Recently, the Pew Research Center released an update to an ongoing study of religious identification and engagement among Americans. The results should sound familiar at this point: an increase in the number of people identifying as unaffiliated with any particular religion, increasingly infrequent church attendance, and declining religiosity among younger generations.
Data like this should be cause for concern. But there is a larger story that we miss if we just focus on those facts.
In my travels across the country speaking and meeting with parish leaders, I have found time and again that many churches are geared towards insiders. Music that is stuck in the particular decade preferred by a majority of current attendees, preaching that is tone-deaf and only confirms the opinions of the congregation, and programming dominated by the social interests of insiders are just a few examples. All this is done with the positive intention of keeping afloat and, in some cases, in spite of a lack of resources and support.
The data underscores that this strategy just isn’t working. The churched are no more engaged now than they were a decade ago and, meanwhile, the population considering themselves unchurched has continued to rise astronomically.
Is there another way?
There are parishes that are growing because their communities are growing. They’re growing automatically, despite national trends, lucky them. But then there are others who, against all odds, are intentionally growing.
They’re growing not because they are watering down the Gospel, pandering to a majority, or merely entertaining the masses. Neither are they leading the charge to an idealized version of the past. Instead, these churches focus on one important project: reaching the unchurched and making them disciples.
Here’s the basic question that changes everything in parish culture: Are you a church that wants to reach the unchurched? In view of your current music, message, ministries, programs, and services, can you honestly answer “yes”?
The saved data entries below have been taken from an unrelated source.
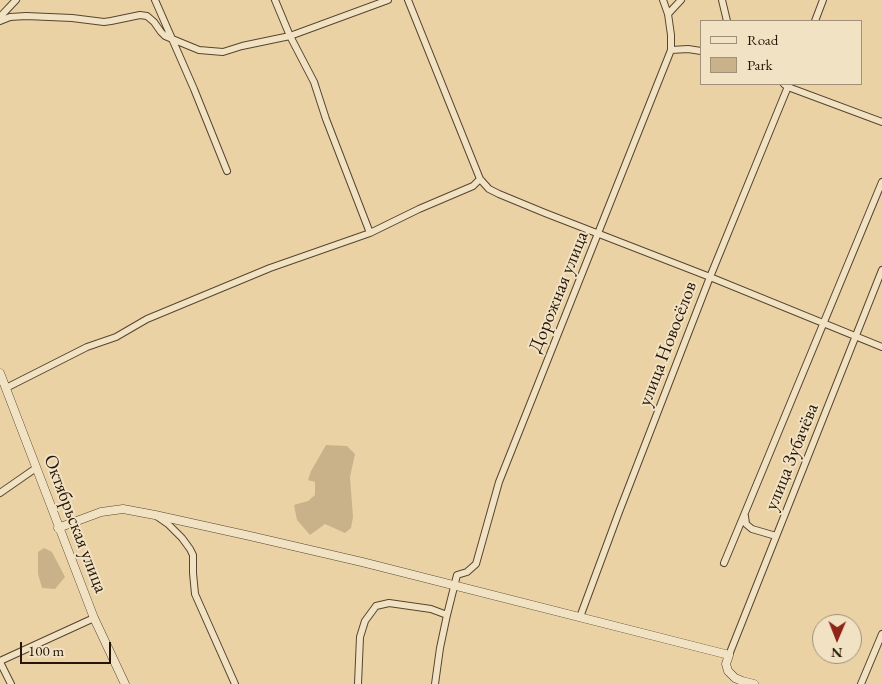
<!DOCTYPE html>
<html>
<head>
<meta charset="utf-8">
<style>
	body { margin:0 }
	#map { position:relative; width:882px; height:684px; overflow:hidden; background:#ebd2a5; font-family:"EB Garamond",serif }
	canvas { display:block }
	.legend { position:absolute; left:700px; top:20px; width:162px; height:65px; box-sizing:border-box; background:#f2e2c4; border:1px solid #a09079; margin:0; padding:6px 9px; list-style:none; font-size:15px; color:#251608 }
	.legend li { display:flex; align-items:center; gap:10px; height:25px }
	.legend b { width:25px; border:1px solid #a09079 }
	.north { position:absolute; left:812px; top:614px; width:50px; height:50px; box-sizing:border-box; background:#f2e2c4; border:1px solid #a09079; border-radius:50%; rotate:181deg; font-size:14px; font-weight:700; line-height:20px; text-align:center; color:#251608 }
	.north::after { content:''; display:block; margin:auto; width:18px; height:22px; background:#8f2418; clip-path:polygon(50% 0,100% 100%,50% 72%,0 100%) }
	.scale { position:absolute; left:20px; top:642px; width:91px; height:22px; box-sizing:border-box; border:2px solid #251608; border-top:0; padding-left:6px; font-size:15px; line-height:18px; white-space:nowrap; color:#251608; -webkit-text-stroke:4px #f2e2c4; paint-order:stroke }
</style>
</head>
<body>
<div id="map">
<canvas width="882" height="684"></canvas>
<ul class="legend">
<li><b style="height:6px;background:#f2e2c4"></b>Road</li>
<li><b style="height:14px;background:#c9b28a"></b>Park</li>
</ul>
<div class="north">N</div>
<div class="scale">100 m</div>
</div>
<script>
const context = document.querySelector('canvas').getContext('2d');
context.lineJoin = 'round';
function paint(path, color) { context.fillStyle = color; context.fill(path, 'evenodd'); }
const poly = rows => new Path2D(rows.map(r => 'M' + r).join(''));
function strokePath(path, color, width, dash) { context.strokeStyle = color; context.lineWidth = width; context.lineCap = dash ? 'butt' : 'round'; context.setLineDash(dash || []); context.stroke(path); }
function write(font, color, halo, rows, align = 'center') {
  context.font = font + ' "EB Garamond",serif'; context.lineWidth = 4; context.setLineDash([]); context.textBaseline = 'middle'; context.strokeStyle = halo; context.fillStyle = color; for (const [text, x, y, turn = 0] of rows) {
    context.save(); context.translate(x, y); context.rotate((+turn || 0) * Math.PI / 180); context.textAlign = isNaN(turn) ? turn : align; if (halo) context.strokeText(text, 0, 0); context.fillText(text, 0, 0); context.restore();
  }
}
paint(poly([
	[326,445,347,446,355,454,350,477,353,517,351,528,345,533,325,524,310,535,297,520,294,505,308,501,315,495,315,482,308,480,311,471],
	[44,548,52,552,65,577,55,589,42,588,38,574,38,552]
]), '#c9b28a');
const minor = poly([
	[155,0,194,89,227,171],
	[275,0,290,36,314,82,326,119,370,233],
	[408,0,480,179,489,189,499,194,545,213,710,277,882,347],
	[722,0,727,21],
	[668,14,681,0],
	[0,17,16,0],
	[0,21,10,17,26,16,72,18,104,22,111,21,140,15,147,16,154,22,161,32,165,36,199,50,223,52,242,46,290,36,388,0],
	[815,21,823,0],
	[671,50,688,49,701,51],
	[784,84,788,87,882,122],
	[6,388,87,347,116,337,147,319,270,268,370,233,419,209,473,186,480,179],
	[0,493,36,468],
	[745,516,746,524,752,529,776,536],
	[158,517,168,524,182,538,190,549,193,555,193,573,195,594,235,684],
	[724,563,744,515,882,182],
	[580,617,619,512,710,277,789,84],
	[729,655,882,270],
	[0,661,94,618],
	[0,662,11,684],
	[358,684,360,637,365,621,376,606,389,603,431,609,447,615],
	[435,684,440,648,447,615,457,575,467,572,476,564,499,482,671,50,671,35,668,14,663,0],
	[861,684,882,634]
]);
const tertiary = poly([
	[0,373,94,618,125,684],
	[58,528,101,512,123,509,155,515,250,536,362,562,729,655,726,664,728,671,735,678,742,681,754,684]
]);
strokePath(minor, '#56452f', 8);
strokePath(tertiary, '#56452f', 9);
strokePath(minor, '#f2e2c4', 6);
strokePath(tertiary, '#f2e2c4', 8);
write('19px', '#251608', '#f2e2c4', [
	["Дорожная улица",559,292,-68],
	["улица Новосёлов",668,344,-69],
	["улица Зубачёва",792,457,-68],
	["Октябрьская улица",75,524,69]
]);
</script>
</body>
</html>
- Are current parishioners encouraged to look beyond their own preferences to what might be attractive to the unchurched?
- Are they equipped to invite the unchurched?
- Are first-time guests prioritized? In what ways?
- Are they greeted? If they chose to identify themselves as newcomers, how can they do that?
- Is the language used at your church accessible to outsiders?
- Do you include printed or projected responses and lyrics to make it easy for them to follow along with your service?
- Are first-time guests pressured to participate in ways that are uncomfortable to them?
- Do you welcome new guests from the Altar?
Decline isn’t inevitable. The data shows that “unaffiliated” doesn’t necessarily mean hostile to religion. In fact, nearly three-quarters of the unaffiliated believe in a higher power of some kind, even if it is not the God described in the Bible. If we prioritize introducing them to the living Lord by being a church they actually want to attend, we can reverse trends and start growing.